- Problem to solve -
Your result should be every line of the records below that contains the word "buttons".

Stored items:
-----

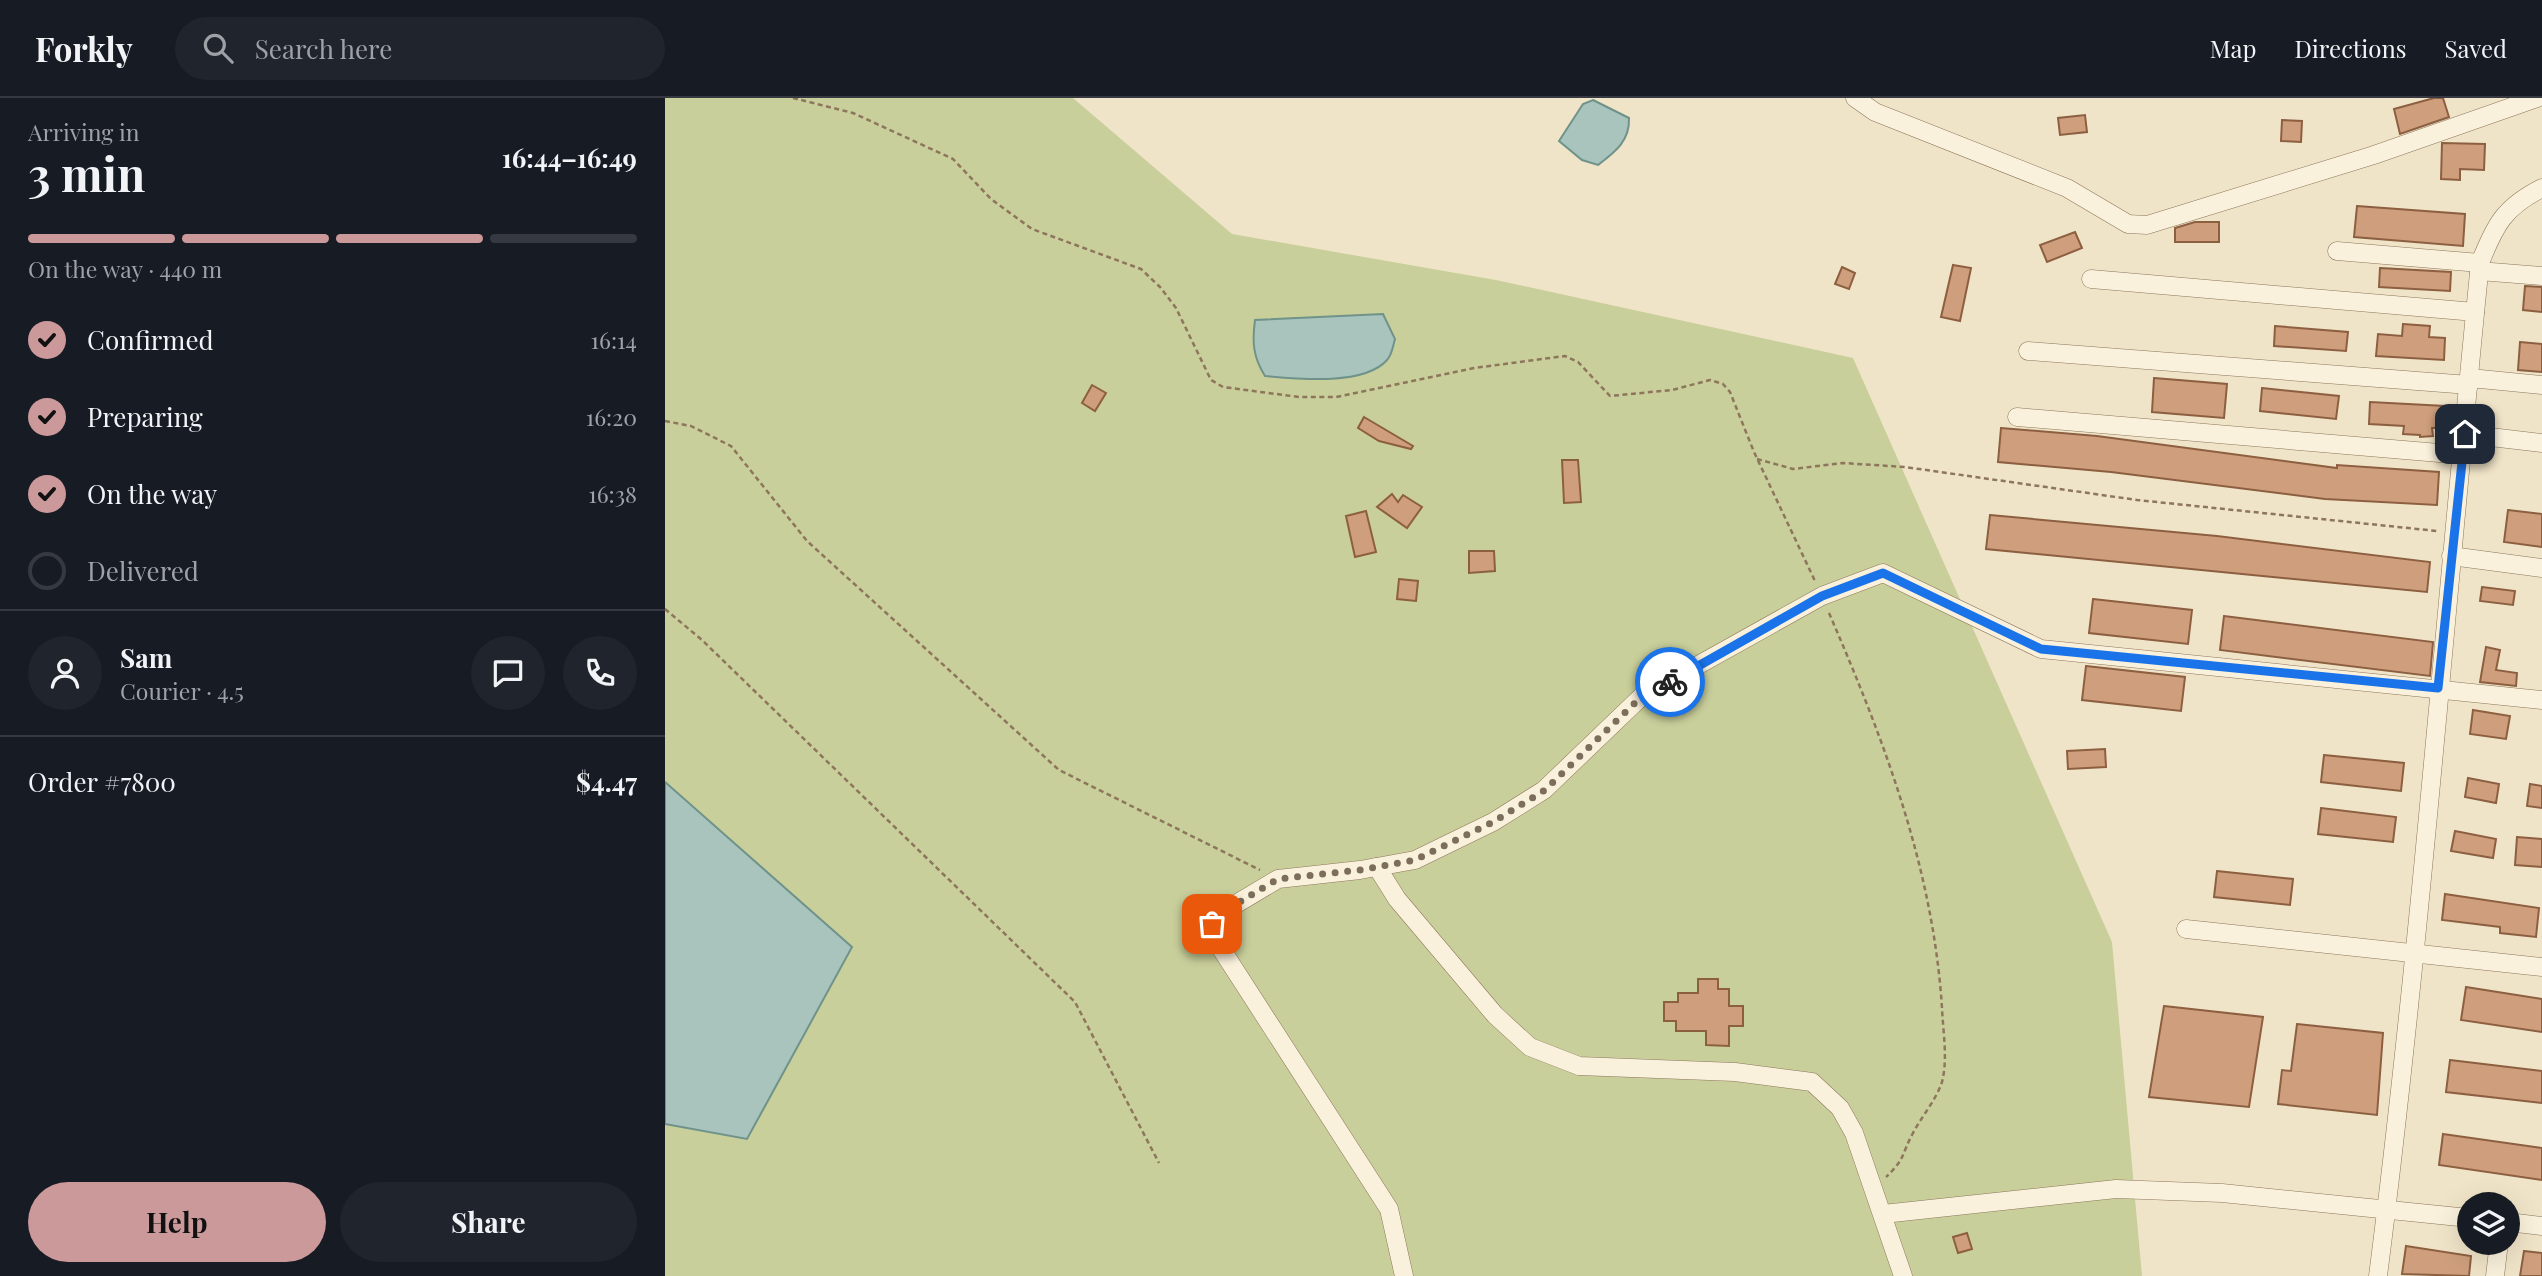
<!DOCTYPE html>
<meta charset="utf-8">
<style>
:root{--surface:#171b24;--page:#20242c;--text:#f1f3f6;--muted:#9ea1a6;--line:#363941;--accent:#cc999b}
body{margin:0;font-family:"Playfair Display",serif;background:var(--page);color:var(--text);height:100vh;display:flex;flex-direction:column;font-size:26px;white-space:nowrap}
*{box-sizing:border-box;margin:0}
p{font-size:23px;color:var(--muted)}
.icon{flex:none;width:38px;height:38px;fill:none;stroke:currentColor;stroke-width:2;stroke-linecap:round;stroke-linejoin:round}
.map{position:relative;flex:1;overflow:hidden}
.sheet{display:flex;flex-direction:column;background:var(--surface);width:665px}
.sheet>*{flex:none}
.buttons{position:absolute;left:1792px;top:1094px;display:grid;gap:14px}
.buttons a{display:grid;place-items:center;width:63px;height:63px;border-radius:50%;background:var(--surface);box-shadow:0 7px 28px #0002;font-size:35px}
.pin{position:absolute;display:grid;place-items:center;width:60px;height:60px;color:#fff;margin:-30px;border-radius:14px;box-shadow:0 4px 10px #0006}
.courier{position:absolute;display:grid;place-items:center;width:70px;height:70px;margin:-35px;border:5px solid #1a73e8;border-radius:50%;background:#fff;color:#222;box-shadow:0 2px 9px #0007}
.head em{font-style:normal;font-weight:700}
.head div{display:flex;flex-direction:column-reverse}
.head{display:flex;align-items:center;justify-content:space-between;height:119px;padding:0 28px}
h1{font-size:46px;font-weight:700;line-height:52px}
.bar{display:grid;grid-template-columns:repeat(4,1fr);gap:10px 7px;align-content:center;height:84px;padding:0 28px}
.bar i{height:9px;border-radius:5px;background:var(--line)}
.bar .active{background:var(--accent)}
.bar p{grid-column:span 4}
.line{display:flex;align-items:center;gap:18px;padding:0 28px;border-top:2px solid var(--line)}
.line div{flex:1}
.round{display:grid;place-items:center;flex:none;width:74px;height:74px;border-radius:37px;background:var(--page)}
ol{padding:0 28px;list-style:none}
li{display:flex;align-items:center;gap:21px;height:77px}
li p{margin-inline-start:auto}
li .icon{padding:7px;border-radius:50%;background:var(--accent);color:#111;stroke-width:4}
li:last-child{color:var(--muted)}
li i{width:38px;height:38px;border:4px solid var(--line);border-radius:50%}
.primary-button{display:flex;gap:14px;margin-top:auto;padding:14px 28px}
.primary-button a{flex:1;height:80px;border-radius:42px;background:var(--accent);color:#111;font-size:28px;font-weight:700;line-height:80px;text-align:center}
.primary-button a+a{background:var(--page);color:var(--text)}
header{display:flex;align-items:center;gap:42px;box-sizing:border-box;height:98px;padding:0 35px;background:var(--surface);border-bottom:2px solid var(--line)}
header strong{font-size:33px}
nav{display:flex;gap:38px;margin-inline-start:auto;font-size:24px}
.search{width:490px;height:63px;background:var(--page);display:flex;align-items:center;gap:18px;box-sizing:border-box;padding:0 24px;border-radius:38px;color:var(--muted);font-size:26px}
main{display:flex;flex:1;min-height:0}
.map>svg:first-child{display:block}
</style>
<header>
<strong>Forkly</strong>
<div class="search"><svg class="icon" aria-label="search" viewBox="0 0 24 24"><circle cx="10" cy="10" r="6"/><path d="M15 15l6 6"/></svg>Search here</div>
<nav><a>Map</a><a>Directions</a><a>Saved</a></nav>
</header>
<main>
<section class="sheet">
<div class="head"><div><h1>3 min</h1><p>Arriving in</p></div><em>16:44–16:49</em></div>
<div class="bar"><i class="active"></i><i class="active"></i><i class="active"></i><i></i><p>On the way · 440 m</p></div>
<ol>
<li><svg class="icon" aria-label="check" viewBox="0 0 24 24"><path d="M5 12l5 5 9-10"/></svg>Confirmed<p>16:14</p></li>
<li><svg class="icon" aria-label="check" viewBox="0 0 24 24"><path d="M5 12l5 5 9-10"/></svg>Preparing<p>16:20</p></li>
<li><svg class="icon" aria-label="check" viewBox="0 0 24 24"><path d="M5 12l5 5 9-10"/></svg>On the way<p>16:38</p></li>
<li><i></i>Delivered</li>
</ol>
<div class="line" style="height:126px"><a class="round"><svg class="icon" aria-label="person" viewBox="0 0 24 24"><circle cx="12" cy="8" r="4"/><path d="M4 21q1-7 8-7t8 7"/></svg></a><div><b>Sam</b><p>Courier · 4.5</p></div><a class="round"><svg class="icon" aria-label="chat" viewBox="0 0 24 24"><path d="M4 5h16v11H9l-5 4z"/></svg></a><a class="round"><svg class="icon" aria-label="phone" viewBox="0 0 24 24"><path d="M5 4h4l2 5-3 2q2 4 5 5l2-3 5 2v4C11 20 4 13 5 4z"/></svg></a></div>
<div class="line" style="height:91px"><div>Order #7800</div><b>$4.47</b></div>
<div class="primary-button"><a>Help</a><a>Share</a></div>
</section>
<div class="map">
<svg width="1877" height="1178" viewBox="0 0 1877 1178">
<rect width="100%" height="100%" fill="#f0e4c8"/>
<!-- green -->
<path fill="#c9cf9b" d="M0 0H408L567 136 831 182 1188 260 1447 844 1477 1178H0Z"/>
<!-- water -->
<g fill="#a9c4bc" stroke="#6f938a" stroke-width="2">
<path d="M928 2 964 20C965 43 950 54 933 67L917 62 894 43 918 6Z"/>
<path d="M718 216 730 241C728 248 727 257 722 262 699 288 633 281 600 278 588 259 587 244 590 222Z"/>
<path d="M0 684 187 849 82 1041 0 1026Z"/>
</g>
<!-- building -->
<g fill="#cf9f7d" stroke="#8d5f41" stroke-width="2">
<path d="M1769 0H1778L1784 19 1735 36 1729 11Z"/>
<path d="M1420 17 1422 34 1395 37 1393 20Z"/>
<path d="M1617 22 1637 23 1636 44 1616 43Z"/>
<path d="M1777 45 1820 46 1819 72 1795 71V82L1776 81Z"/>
<path d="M1692 108 1800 116 1798 148 1689 139Z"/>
<path d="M1530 124H1554V144H1510V130Z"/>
<path d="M1410 134 1417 150 1382 164 1375 147Z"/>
<path d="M1288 167 1306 170 1295 223 1276 219Z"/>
<path d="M1177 169 1190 175 1184 191 1170 186Z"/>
<path d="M1715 170 1786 174 1785 193 1714 189Z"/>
<path d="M1860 188 1877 189V214L1858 212Z"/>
<path d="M1738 226 1765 228 1764 239 1780 240 1779 262 1711 258 1713 236 1737 238Z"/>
<path d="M1610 228 1683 234 1681 253 1609 248Z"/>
<path d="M1855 244 1877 246V274L1853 272Z"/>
<path d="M1489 280 1562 286 1559 320 1487 314Z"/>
<path d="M427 287 441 295 430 313 417 305Z"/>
<path d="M1597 290 1674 298 1671 321 1595 313Z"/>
<path d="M1705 304 1780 308 1779 330H1767L1768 338 1755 339V337L1738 336 1739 328 1704 326Z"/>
<path d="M699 319 748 348 746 351 714 343 693 330Z"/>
<path d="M1336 330 1432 338 1672 370V367L1774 374 1772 407 1660 401 1446 374 1333 364Z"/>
<path d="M897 362H913L916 404 899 405Z"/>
<path d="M727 396 733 404 738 397 757 409 742 430 712 409Z"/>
<path d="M1843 412 1877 416V449L1839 444Z"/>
<path d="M701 413 711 454 690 459 681 418Z"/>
<path d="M1325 417 1552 438 1765 464 1762 494 1321 451Z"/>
<path d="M804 453H829L830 473 804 475Z"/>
<path d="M734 481 753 483 751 503 732 501Z"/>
<path d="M1817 489 1850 493 1848 507 1815 503Z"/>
<path d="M1428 501 1527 512 1523 546 1424 535Z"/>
<path d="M1559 518 1768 544 1765 578 1555 552Z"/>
<path d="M1821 549 1835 552 1831 572 1852 575 1851 588 1815 584Z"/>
<path d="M1421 568 1520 579 1516 613 1417 602Z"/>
<path d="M1808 612 1845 618 1841 641 1805 636Z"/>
<path d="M1440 651 1441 669 1403 671 1402 653Z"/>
<path d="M1659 657 1739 665 1736 693 1656 684Z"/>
<path d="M1803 680 1834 686 1831 705 1800 699Z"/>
<path d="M1865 686 1877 688V710L1862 708Z"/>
<path d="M1656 710 1731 719 1728 744 1653 736Z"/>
<path d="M1790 733 1831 741 1828 760 1786 753Z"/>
<path d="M1852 739 1877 741V769L1850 767Z"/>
<path d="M1552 773 1628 781 1625 807 1549 799Z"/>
<path d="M1780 796 1874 810 1871 839 1835 835V829L1777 822Z"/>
<path d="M1033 881H1053V891H1064V908H1078V928H1064V948L1041 947V933H1011V923H999V904H1013V895H1033Z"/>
<path d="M1801 889 1877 901V934L1796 922Z"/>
<path d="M1499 908 1598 919 1584 1009 1484 999Z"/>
<path d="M1632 926 1718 935 1712 1017 1613 1006 1617 972 1626 973Z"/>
<path d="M1785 962 1877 973V1005L1781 994Z"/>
<path d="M1778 1036 1877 1050V1082L1774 1067Z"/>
<path d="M1302 1135 1307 1151 1293 1155 1288 1139Z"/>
<path d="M1741 1148 1806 1158 1804 1178 1737 1176Z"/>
<path d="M1859 1153 1877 1155V1178H1855Z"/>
</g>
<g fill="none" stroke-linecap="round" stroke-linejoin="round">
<!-- street casing -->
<g stroke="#8d765c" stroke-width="19">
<g id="street">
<path d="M1190 0 1210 14 1402 90 1463 126 1482 127 1709 57 1872 0"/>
<path d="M1672 153 1815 165"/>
<path d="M1814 173 1877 178"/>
<path d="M1426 181 1810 214"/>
<path d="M1363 253 1804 287"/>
<path d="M1805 280 1877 287"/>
<path d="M1352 319 1798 357"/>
<path d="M1800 336 1877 345"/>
<path d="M1786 458 1877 470"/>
<path d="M712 769 732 801 830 917 865 949 914 968 1070 974 1147 984 1175 1010 1189 1035 1238 1178"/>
<path d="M1521 831 1877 869"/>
<path d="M1218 1116 1451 1091 1557 1095 1804 1120"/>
<path d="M1843 1124 1877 1128"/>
<path d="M739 1178 724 1111 546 835 551 818 613 781 695 772 750 762 828 724 879 692 976 599 1157 498 1218 475 1376 551 1877 602"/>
<path d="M1713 1178C1756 841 1781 503 1815 165 1830 127 1839 109 1877 90"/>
<path d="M1830 1178 1834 1144"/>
</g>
</g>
<!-- path -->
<g stroke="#8d765c" stroke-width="2.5" stroke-dasharray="5 3.5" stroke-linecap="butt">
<path d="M128 0 188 15 288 61 326 101 367 131 476 171 495 189 511 210 546 282 558 289 634 299H671L809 270 900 258 913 264 945 298 1007 292 1045 282 1058 286 1065 294 1089 354 1150 483"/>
<path d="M0 323 26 328 66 348 142 443 394 672 595 772"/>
<path d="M1092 361 1128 371 1178 365 1240 369 1472 402 1772 433"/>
<path d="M0 511 37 542 410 904 494 1065"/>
<path d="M1164 515C1219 642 1268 770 1277 910 1278 934 1283 961 1277 984 1271 1002 1257 1018 1248 1035 1236 1057 1241 1060 1221 1079"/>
</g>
<!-- street -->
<use href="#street" stroke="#faf1dc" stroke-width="18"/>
</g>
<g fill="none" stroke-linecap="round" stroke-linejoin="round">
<!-- done -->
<path stroke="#7c6e5b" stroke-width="7" stroke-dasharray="0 12.6" d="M547 826 551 818 613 781 695 772 750 762 828 724 880 692 976 599 1005 584"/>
<!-- route -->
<path stroke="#1a73e8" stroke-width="9" d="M1005 584 1157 498 1218 475 1376 551 1773 590 1800 336"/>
</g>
</svg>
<div class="buttons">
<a><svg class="icon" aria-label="layers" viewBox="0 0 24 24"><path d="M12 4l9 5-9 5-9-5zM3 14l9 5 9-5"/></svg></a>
</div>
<div class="pin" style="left:547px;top:826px;background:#ea580c"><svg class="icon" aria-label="bag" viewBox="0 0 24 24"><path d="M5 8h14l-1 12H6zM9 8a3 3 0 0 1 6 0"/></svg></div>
<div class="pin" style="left:1800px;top:336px;background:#1f2937"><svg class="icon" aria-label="home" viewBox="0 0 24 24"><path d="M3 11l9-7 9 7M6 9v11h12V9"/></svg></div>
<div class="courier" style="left:1005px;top:584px"><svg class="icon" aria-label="bike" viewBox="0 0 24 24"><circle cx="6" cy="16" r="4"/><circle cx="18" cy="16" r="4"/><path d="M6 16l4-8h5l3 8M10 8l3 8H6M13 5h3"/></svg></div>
</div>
</main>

-----

- Solution to this exercise -
.buttons{position:absolute;left:1792px;top:1094px;display:grid;gap:14px}
.buttons a{display:grid;place-items:center;width:63px;height:63px;border-radius:50%;background:var(--surface);box-shadow:0 7px 28px #0002;font-size:35px}
<div class="buttons">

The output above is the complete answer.